* Recorded data *
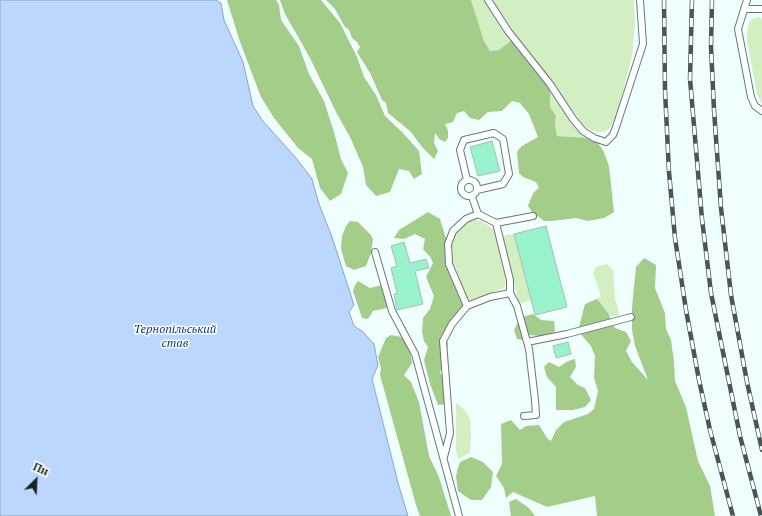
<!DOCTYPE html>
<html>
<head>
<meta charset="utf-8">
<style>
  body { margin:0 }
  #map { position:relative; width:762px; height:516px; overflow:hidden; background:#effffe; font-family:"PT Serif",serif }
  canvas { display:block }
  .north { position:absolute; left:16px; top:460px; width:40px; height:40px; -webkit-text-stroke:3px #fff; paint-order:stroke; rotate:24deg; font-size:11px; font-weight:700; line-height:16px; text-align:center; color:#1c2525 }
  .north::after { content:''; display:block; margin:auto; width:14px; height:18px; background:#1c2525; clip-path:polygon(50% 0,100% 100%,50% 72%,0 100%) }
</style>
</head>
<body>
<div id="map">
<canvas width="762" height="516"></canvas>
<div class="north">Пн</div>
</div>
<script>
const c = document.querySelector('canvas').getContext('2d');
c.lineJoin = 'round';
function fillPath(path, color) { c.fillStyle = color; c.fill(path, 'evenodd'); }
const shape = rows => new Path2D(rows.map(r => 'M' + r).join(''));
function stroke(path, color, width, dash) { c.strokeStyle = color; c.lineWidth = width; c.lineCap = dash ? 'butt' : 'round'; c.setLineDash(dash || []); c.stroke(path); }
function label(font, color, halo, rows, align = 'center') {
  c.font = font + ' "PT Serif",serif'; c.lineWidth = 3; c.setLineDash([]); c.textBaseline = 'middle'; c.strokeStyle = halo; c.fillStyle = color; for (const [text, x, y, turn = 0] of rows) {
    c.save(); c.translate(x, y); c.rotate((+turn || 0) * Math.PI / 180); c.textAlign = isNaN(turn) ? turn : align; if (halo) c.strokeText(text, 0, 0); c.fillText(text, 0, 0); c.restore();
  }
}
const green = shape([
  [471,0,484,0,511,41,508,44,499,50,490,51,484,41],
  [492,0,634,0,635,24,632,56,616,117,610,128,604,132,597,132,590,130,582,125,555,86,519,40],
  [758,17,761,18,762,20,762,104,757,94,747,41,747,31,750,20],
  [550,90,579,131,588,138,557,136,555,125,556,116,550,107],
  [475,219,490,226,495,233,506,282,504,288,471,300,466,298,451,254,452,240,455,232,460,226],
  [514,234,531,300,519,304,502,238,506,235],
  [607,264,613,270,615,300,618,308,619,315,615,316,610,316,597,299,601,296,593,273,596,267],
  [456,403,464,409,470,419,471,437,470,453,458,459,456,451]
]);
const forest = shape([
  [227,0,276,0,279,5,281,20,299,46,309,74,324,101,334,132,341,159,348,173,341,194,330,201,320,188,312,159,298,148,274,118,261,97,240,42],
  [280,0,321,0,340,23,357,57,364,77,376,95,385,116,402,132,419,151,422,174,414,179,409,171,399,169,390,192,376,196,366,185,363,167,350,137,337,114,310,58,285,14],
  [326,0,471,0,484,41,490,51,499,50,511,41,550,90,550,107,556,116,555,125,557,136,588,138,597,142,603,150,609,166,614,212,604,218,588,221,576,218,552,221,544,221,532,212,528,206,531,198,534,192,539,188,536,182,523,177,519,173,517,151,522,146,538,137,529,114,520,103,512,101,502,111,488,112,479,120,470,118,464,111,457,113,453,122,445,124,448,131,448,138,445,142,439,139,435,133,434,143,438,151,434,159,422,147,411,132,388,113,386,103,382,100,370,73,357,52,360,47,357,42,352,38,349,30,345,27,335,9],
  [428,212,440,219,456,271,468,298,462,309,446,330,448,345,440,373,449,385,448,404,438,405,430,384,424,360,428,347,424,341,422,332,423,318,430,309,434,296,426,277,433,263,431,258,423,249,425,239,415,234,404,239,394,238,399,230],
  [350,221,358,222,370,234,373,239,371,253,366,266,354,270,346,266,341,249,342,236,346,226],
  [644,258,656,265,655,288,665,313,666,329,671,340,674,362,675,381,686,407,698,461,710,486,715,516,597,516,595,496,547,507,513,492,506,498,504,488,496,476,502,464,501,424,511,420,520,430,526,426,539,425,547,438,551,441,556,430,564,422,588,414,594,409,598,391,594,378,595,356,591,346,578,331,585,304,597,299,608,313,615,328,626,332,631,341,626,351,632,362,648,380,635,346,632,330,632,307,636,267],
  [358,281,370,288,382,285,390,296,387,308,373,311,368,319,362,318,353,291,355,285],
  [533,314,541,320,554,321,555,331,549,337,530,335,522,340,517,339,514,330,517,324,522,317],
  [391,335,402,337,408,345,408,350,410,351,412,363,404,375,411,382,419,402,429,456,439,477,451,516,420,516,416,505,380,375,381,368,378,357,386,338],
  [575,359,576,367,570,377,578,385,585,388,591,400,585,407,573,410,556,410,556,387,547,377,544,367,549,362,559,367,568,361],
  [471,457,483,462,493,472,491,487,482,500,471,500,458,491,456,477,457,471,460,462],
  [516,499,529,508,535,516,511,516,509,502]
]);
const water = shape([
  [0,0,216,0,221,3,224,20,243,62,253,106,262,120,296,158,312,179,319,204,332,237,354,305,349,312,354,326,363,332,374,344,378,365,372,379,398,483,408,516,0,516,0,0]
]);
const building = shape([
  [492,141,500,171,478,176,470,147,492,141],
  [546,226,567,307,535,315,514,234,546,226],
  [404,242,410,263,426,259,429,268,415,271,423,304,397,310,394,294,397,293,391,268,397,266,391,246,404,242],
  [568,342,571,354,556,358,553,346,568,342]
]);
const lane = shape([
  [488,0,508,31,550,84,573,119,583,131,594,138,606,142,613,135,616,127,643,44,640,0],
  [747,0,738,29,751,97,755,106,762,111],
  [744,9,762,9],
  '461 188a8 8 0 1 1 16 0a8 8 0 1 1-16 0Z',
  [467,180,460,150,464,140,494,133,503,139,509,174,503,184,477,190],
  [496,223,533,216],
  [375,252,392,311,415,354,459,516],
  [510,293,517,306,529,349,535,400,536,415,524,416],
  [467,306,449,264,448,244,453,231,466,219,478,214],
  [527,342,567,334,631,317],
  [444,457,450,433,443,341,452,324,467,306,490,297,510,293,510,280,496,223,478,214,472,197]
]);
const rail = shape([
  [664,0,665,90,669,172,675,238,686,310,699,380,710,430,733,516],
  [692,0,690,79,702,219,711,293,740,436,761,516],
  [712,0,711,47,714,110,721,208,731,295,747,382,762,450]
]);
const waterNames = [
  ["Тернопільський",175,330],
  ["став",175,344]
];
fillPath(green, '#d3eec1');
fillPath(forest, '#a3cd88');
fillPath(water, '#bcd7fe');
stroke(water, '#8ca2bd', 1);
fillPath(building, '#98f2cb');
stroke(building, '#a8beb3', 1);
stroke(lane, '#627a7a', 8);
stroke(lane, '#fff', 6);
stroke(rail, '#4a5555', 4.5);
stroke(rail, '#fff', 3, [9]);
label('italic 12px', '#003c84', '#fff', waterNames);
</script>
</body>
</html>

* Your goal *
The lines you need are those with the word "align"; list them from the entries.

* The answer *
  .north { position:absolute; left:16px; top:460px; width:40px; height:40px; -webkit-text-stroke:3px #fff; paint-order:stroke; rotate:24deg; font-size:11px; font-weight:700; line-height:16px; text-align:center; color:#1c2525 }
function label(font, color, halo, rows, align = 'center') {
    c.save(); c.translate(x, y); c.rotate((+turn || 0) * Math.PI / 180); c.textAlign = isNaN(turn) ? turn : align; if (halo) c.strokeText(text, 0, 0); c.fillText(text, 0, 0); c.restore();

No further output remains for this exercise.